Existing Clinical Papers – in order of publication – most recent first
Blood Pressure Estimation from Photoplethysmogram
Using a Spectro-Temporal Deep Neural Network
Gašper Slapničar, Nejc Mlakar & Mitja Luštrek
Published online: 4 August 2019
© 2019 by the authors. Licensee MDPI, Basel, Switzerland
Blood pressure (BP) is a direct indicator of hypertension, a dangerous and potentially deadly condition. Regular monitoring of BP is thus important, but many people have aversion towards cuff-based devices, and their limitation is that they can only be used at rest. Using just a photoplethysmogram (PPG) to estimate BP is a potential solution investigated in our study. We analyzed the MIMIC III database for high-quality PPG and arterial BP waveforms, resulting in over 700 h of signals after preprocessing, belonging to 510 subjects. We then used the PPG alongside its first and second derivative as inputs into a novel spectro-temporal deep neural network with residual connections. We have shown in a leave-one-subject-out experiment that the network is able to model the dependency between PPG and BP, achieving mean absolute errors of 9.43 for systolic and 6.88 for diastolic BP. Additionally we have shown that personalization of models is important and substantially improves the results, while deriving a good general predictive model is difficult. We have made crucial parts of our study, especially the list of used subjects and our neural network code, publicly available, in an effort to provide a solid baseline and simplify potential comparison between future studies on an explicit MIMIC III subset.
Accuracy of blood pressure monitoring devices: a critical need for improvement that could resolve discrepancy in hypertension guidelines
James E. Sharman & Thomas H. Marwick
Published online: 31 October 2018
© Springer Nature Limited 2018
Hypertension is the most significant modifiable risk factor for cardiovascular disease and contributes to the highest global burden of disease. Blood pressure (BP) measurement is among the most important of all medical tests, and it is critical for BP monitoring devices to be accurate. Comprehensive new evidence from meta-analyses clearly shows that many BP monitoring devices (including oscillometric machines and “gold standard” mercury auscultation) do not accurately represent the BP within the arteries at the upper arm (brachial) or central aorta.
Altogether, there is a critical need to improve the accuracy standards of BP monitoring devices.
Optical blood pressure estimation with photoplethysmography and FFT-based neural networks
Xiaoman Xing & Mingshan Sun
Published online: 12 July 2016
© Articles from Biomedical Optics Express are provided here courtesy of Optical Society of America
We introduce and validate a beat-to-beat optical blood pressure (BP) estimation paradigm using only photoplethysmogram (PPG) signal from finger tips. The scheme determines subject-specific contribution to PPG signal and removes most of its influence by proper normalization. Key features such as amplitudes and phases of cardiac components were extracted by a fast Fourier transform and were used to train an artificial neural network, which was then used to estimate BP from PPG. Validation was done on 69 patients from the MIMIC II database plus 23 volunteers. All estimations showed a good correlation with the reference values. This method is fast and robust, and can potentially be used to perform pulse wave analysis in addition to BP estimation.
Real-time Quantifying Heart Beat Rate from Facial Video Recording on a Smart Phone using Kalman Filters
Wen Jun Jiang, Shi Chao Gao, Peter Wittek & Li Zhao
Published at: 15 – 18 October 2014
IEEE 16th International Conference on e-Health Networking, Applications and Services (Healthcom)

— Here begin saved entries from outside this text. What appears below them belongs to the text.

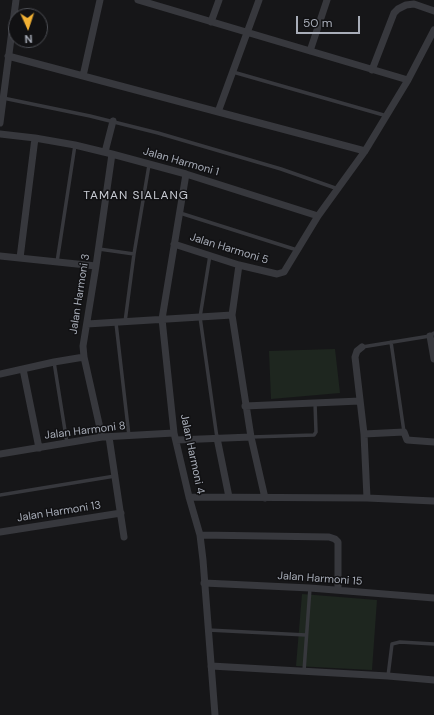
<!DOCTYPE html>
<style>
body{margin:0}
#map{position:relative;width:434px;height:715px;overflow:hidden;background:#161618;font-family:"DM Sans",sans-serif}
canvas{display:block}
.north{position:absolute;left:8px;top:8px;width:40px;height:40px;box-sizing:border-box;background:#111113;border:1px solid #4d4f55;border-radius:50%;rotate:177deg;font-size:11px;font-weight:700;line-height:16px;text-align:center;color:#a8adb8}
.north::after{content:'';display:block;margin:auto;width:14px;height:18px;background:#f2b134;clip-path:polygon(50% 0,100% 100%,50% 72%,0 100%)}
.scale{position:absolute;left:296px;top:16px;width:64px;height:18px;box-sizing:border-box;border:2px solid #a8adb8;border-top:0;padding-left:5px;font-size:12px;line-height:14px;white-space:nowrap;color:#a8adb8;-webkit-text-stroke:3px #111113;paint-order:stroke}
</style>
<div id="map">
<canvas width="434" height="715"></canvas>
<div class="north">N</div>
<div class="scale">50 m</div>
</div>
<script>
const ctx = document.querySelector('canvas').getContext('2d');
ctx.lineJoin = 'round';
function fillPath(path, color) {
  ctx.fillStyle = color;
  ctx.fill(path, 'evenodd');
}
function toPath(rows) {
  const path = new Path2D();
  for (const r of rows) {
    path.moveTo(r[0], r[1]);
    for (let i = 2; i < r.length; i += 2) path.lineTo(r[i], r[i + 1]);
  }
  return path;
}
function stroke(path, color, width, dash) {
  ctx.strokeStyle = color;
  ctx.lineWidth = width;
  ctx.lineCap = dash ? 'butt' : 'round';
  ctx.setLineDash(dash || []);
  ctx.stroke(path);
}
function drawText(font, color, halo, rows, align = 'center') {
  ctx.font = font + ' "DM Sans",sans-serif';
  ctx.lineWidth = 3;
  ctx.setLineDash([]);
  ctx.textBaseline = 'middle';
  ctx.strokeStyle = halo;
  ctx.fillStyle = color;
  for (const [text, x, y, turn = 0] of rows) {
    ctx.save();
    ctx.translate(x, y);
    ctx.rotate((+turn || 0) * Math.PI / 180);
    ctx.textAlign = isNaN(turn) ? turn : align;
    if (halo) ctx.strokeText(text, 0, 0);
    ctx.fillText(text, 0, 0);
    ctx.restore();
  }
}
const green = toPath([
 [335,349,340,393,271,399,269,351],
 [302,594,377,600,372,670,296,666]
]);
const service = toPath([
 [233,72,387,116],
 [3,98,90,116,158,133,281,169,338,189],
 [180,213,297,250],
 [99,249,134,254],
 [210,255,200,317,217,438],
 [57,262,75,145],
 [125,322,134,254,149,165],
 [116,323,129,436],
 [391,342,404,432],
 [362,347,430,336,434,333],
 [54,362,67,443],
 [251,437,314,435,316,432,315,403],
 [0,495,115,476],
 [208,630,306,635],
 [304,671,310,588],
 [388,676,392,644,400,642,434,644]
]);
const minor = toPath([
 [138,0,408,80],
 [211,22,219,0],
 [310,51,327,0],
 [8,56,365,151],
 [372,70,394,13,398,9,406,5,414,4,434,11],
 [83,76,100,0],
 [218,112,259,0],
 [0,123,16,0],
 [0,134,35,138,75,145,112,154,186,174,318,216],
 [105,152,113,121],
 [186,174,162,319,174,433,189,497,200,535,203,560,215,715],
 [174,244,239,265,277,274,284,272,318,216,365,151,408,80,434,30],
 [0,256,96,266],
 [20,258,35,138],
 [239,265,232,315,251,437,265,498],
 [87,324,232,315],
 [430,336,434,359],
 [362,347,357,351,355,357,364,434,367,498],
 [23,369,39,448],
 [0,374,54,362,84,357],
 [245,406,360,401],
 [364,434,404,432,407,440,434,442],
 [102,437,84,357,83,346,96,266,112,154],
 [109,437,124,537],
 [217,438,229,497],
 [176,440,251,437],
 [0,454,102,437,174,433],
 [189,497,367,498,434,501],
 [0,532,121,513],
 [200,535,329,537,335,539,338,542,338,590],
 [204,583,310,588,434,598],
 [211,666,388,676,434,680]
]);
const streetNames = [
 ["Jalan Harmoni 1",181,162,16],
 ["Jalan Harmoni 5",229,249,17],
 ["Jalan Harmoni 3",80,294,-81],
 ["Jalan Harmoni 8",85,431,-7],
 ["Jalan Harmoni 4",192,454,78],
 ["Jalan Harmoni 13",59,512,-9],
 ["Jalan Harmoni 15",320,579,4]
];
const neighbourhoodNames = [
 ["TAMAN SIALANG",136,196]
];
fillPath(green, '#1e261f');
stroke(service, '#37383d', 3.5);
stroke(minor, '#37383d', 7);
drawText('11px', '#a8adb8', '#111113', streetNames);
ctx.letterSpacing = '1px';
drawText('12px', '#c9ccd4', '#111113', neighbourhoodNames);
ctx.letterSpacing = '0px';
</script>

Photoplethysmography (PPG) can be carried out through facial video recording by a smart phone camera in ambient light. The main challenge is to eliminate motion artifacts and ambient noise. We describe a real-time algorithm to quantify the heart beat rate from facial video recording captured by the camera of a smart phone. We extract the green channel from the video. Then we normalize it and use a Kalman filter with a particular structure to eliminate ambient noise. This filter also enhances the heart pulse component in the signal distorted by Gaussian noise and white noise. After that we employ a band-pass FIR filter to remove the remaining motion artifacts. This is followed by peak detection or Lomb periodogram to estimate heart rate. The algorithm has low computational overhead, low delay and high robustness, making it suitable for real-time interaction on a smart phone. Finally we describe an Android application based on this study.
Remote plethysmographic imaging using ambient light
Wim Verkruysse, Lars O Svaasand & J Stuart Nelson
Published online: 12 December 2008
© 2008 Optical Society of America
Plethysmographic signals were measured remotely (>1m) using ambient light and a simple consumer level digital camera in movie mode. Heart and respiration rates could be quantified up to several harmonics. Although the green channel featuring the strongest plethysmographic signal, corresponding to an absorption peak by (oxy-) hemoglobin, the red and blue channels also contained plethysmographic information. The results show that ambient light photo-plethysmography may be useful for medical purposes such as characterization of vascular skin lesions (e.g., port wine stains) and remote sensing of vital signs (e.g., heart and respiration rates) for triage or sports purposes.